ABSTRACT
Introduction
Myo-inositol (MI) and d-chiro-inositol (DCI) play a key role in ovarian physiology, as they are second messengers of insulin and gonadotropins. Ex-vivo and in-vitro experiments demonstrate that both isomers are deeply involved in steroid biosynthesis, and that reduced MI-to-DCI ratios are associated with pathological imbalance of sex hormones.
Areas covered
This expert opinion provides an overview of the physiological distribution of MI and DCI in the ovarian tissues, and a thorough insight of their involvement into ovarian steroidogenesis. Insulin resistance and compensatory hyperinsulinemia dramatically reduce the MI-to-DCI ratio in the ovaries, leading to gynecological disorders characterized by hyperandrogenism, altered menstrual cycle and infertility.
Expert opinion
Available evidence indicates that MI and DCI have very specific physiological roles and, seemingly, physiological MI-to-DCI ratios in the ovaries are crucial to maintain the correct homeostasis of steroids. Inositol treatments should be evaluated on the patients’ specific conditions and needs, as long-term supplementation of high doses of DCI may cause detrimental effects on the ovarian functionality. In addition, the effects of inositol therapy on the different PCOS phenotypes should be further investigated in order to better tailor the supplementation.
Article highlights
Physiological content of myo-inositol (MI) and d-chiro-inositol (DCI) is specific of each tissue or organ, with the individual insulin response that regulates the local MI-to-DCI ratio. In case of hyperinsulinemia, tissues that do not develop insulin resistance, like the ovaries, become enriched in DCI.
Inositols participate in the steroidogenesis, as they are second messengers of insulin and gonadotropins. Moreover, recent evidence suggested that DCI downregulates the expression of aromatase, reducing the conversion of androgens into estrogens.
MI is currently used to treat infertility and menstrual irregularities in polycystic ovary syndrome (PCOS).
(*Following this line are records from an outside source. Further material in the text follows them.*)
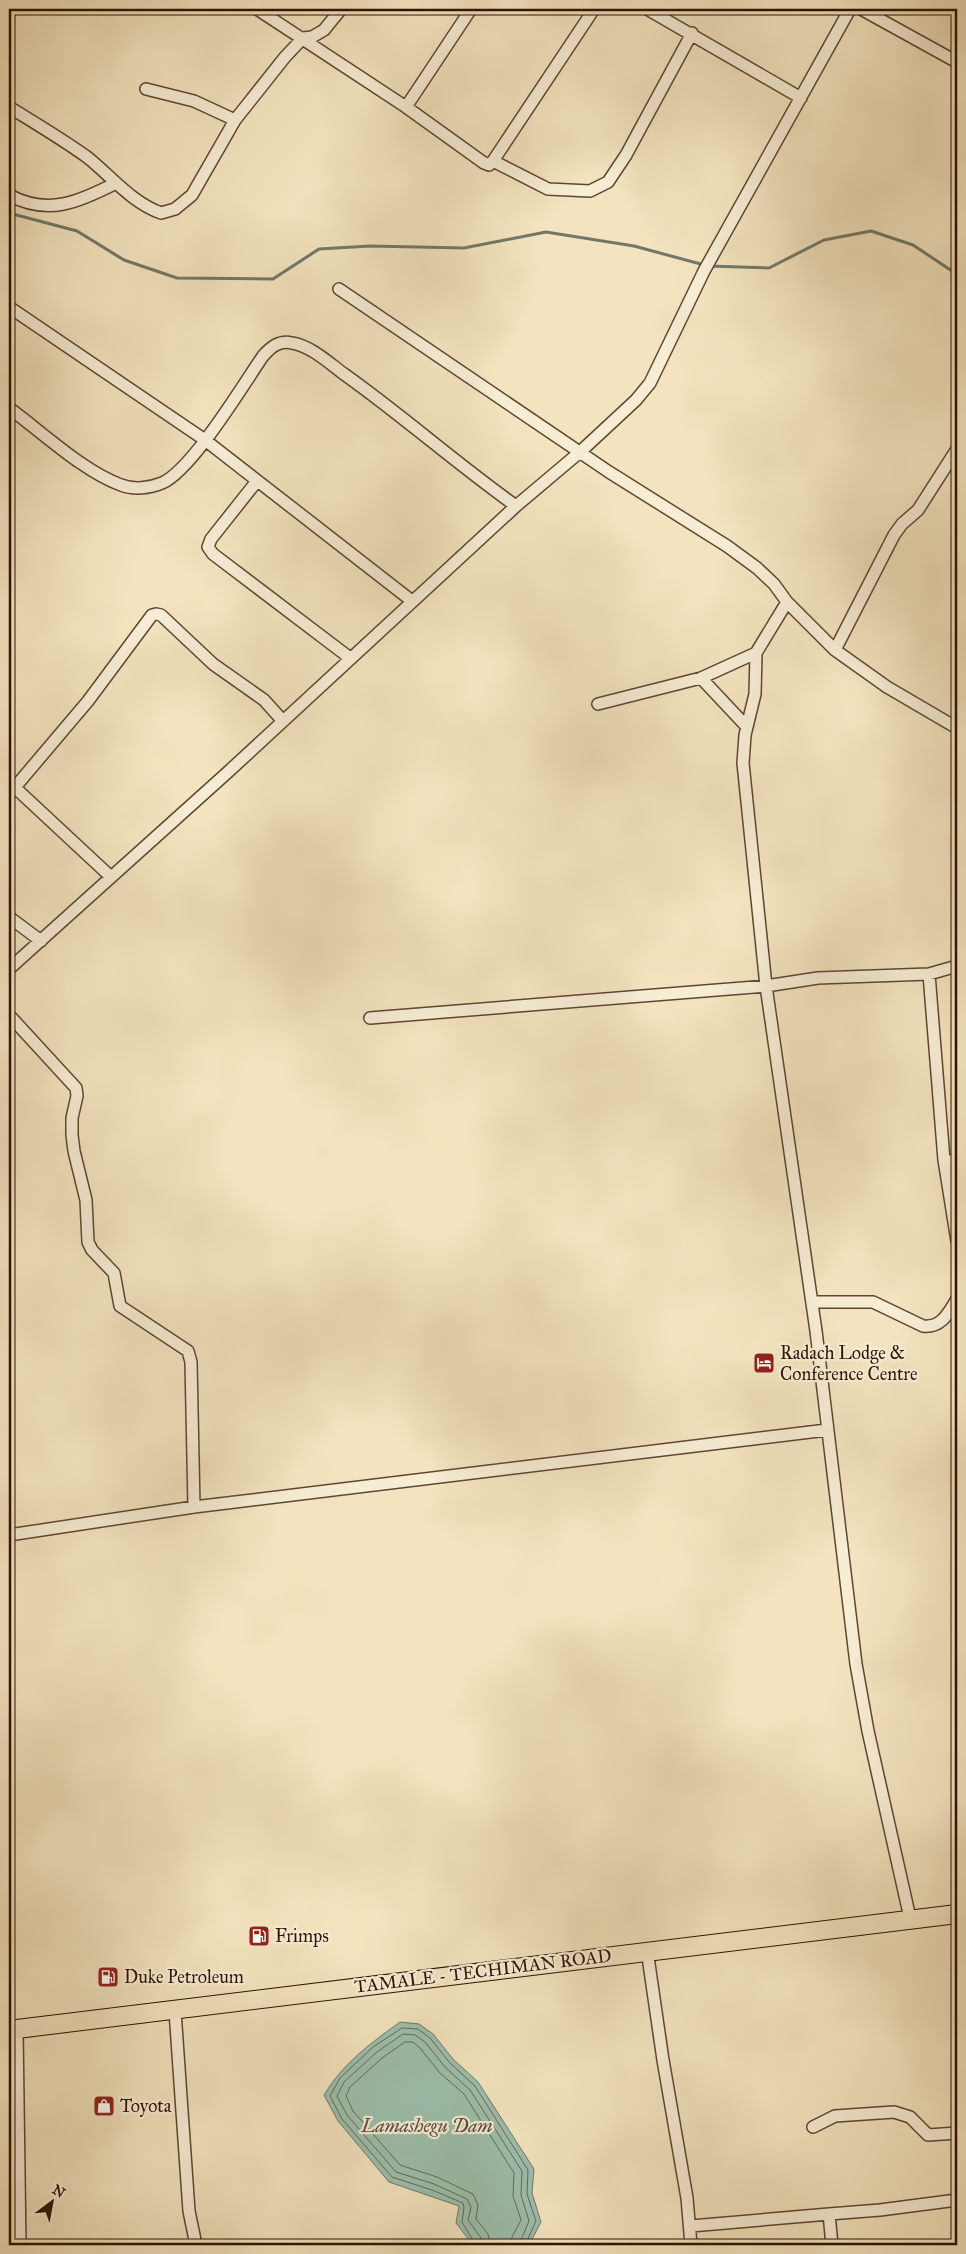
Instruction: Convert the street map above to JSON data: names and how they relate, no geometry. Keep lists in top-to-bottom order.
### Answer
{
  "streets": {
    "highway": ["TAMALE - TECHIMAN ROAD"]
  },
  "water": ["Lamashegu Dam"],
  "places": {
    "hotel": ["Radach Lodge & Conference Centre"],
    "fuel station": ["Frimps", "Duke Petroleum"],
    "shop": ["Toyota"]
  },
  "north": "top right"
}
Combination of MI and DCI in the 40:1 ratio appears to be the best option to improve the metabolic profile in overweight PCOS subjects. Treatment with DCI should be carefully evaluated in order to avoid the onset of unwanted side effects that may worsen PCOS symptoms.
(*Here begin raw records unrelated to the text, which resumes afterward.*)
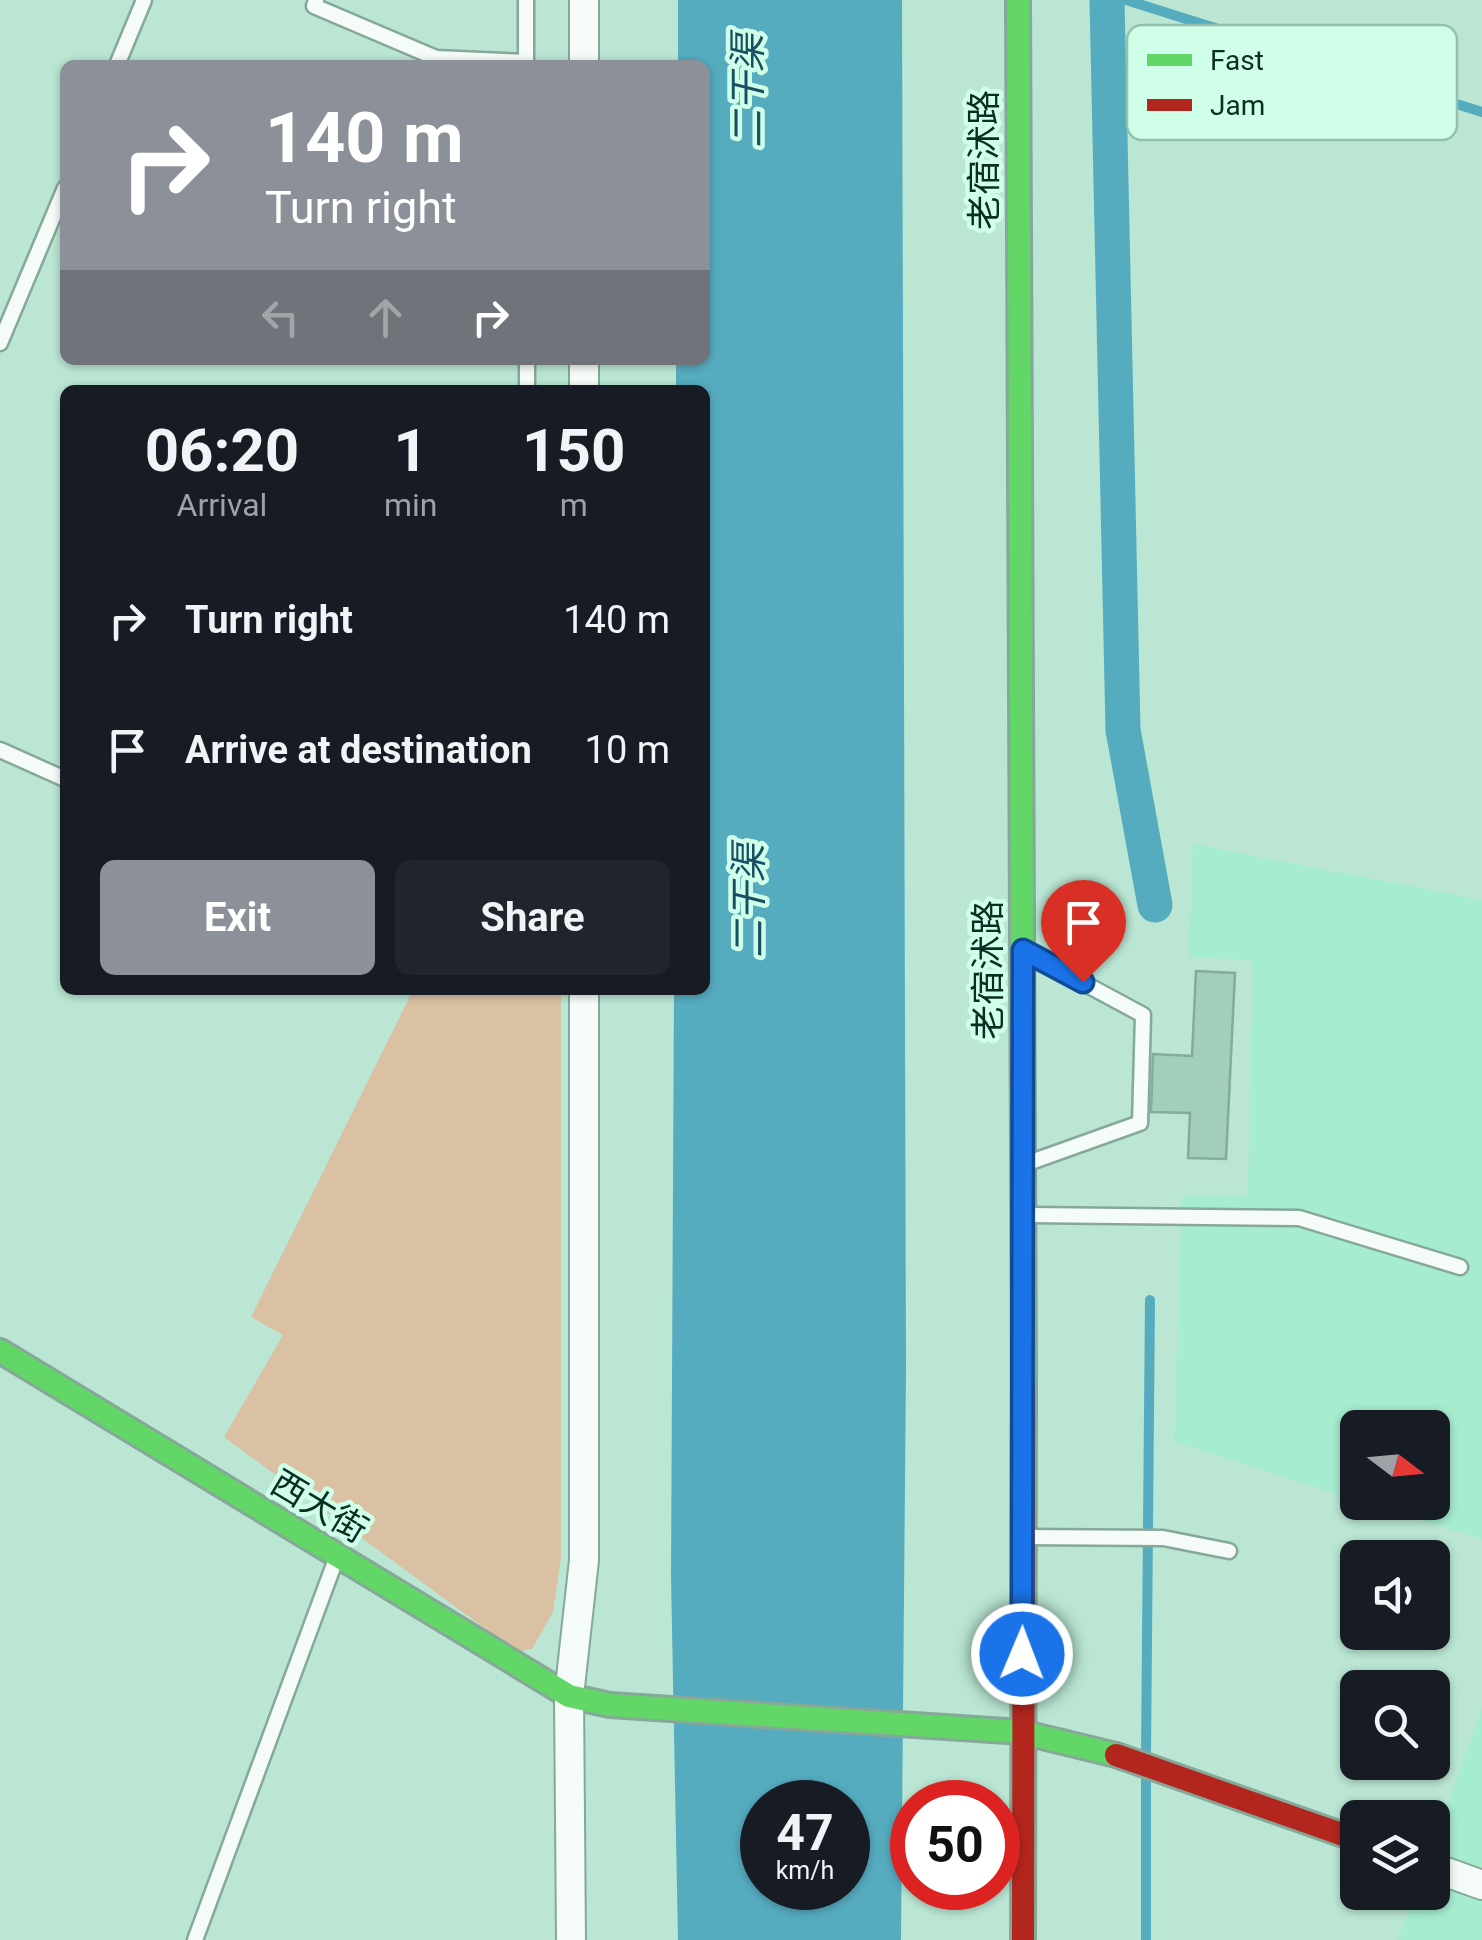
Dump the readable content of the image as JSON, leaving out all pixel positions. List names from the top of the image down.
{
  "streets": {
    "main road": ["老宿沭路", "西大街"]
  },
  "crossings": [
    ["老宿沭路", "西大街"]
  ],
  "water": ["二干渠"],
  "legend": ["Fast", "Jam"],
  "north": "right",
  "page": {
    "turn": ["140 m", "Turn right"],
    "eta": [
      "06:20",
      "Arrival",
      "1",
      "min",
      "150",
      "m"
    ],
    "list": [
      {
        "name": "Turn right",
        "value": "140 m"
      },
      {
        "name": "Arrive at destination",
        "value": "10 m"
      }
    ],
    "buttons": ["Exit", "Share"],
    "speed": "47 km/h",
    "limit": "50"
  }
}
Elevated MI-to-DCI ratios in the follicular fluid are associated with good-quality blastocysts, supporting MI supplementation before assisted reproduction technology. Moreover, MI treatment during ovarian stimulation increases FSH sensitivity, reducing the total amount of gonadotropins required in the stimulation protocols.
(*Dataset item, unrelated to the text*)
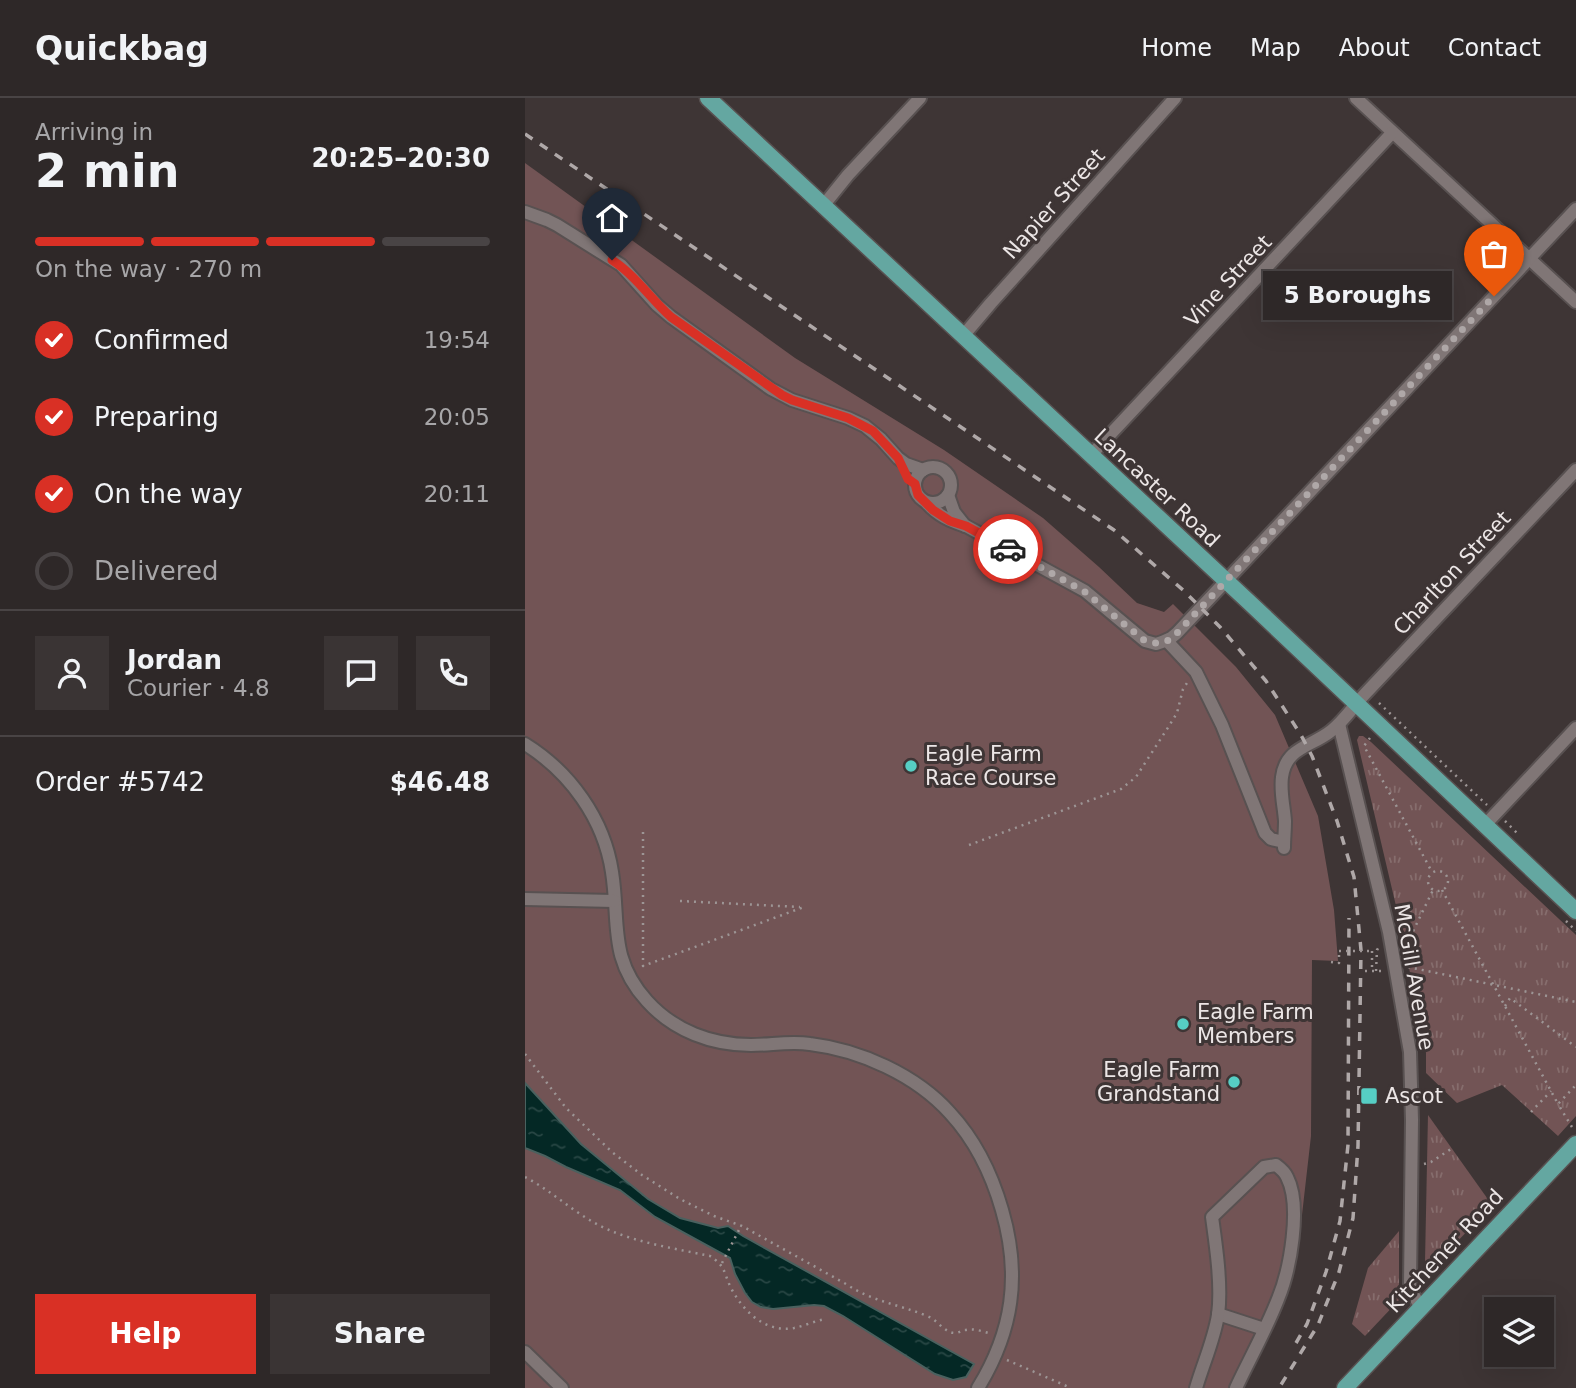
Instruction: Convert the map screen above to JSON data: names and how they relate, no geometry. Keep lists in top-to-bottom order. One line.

Reduced absorption of inositols may reduce the efficacy of the treatment. Alpha-lactalbumin modulates the opening of intestinal tight junctions, enhancing the absorption of MI and DCI even in ‘inositol-resistant’ subjects.
Declaration of interest
G Forte and V Unfer are employees at Lo.Li. Pharma s.r.l. The authors have no other relevant affiliations or financial involvement with any organization or entity with a financial interest in or financial conflict with the subject matter or materials discussed in the manuscript apart from those disclosed.
Reviewer disclosures
Peer reviewers on this manuscript have no relevant financial or other relationships to disclose.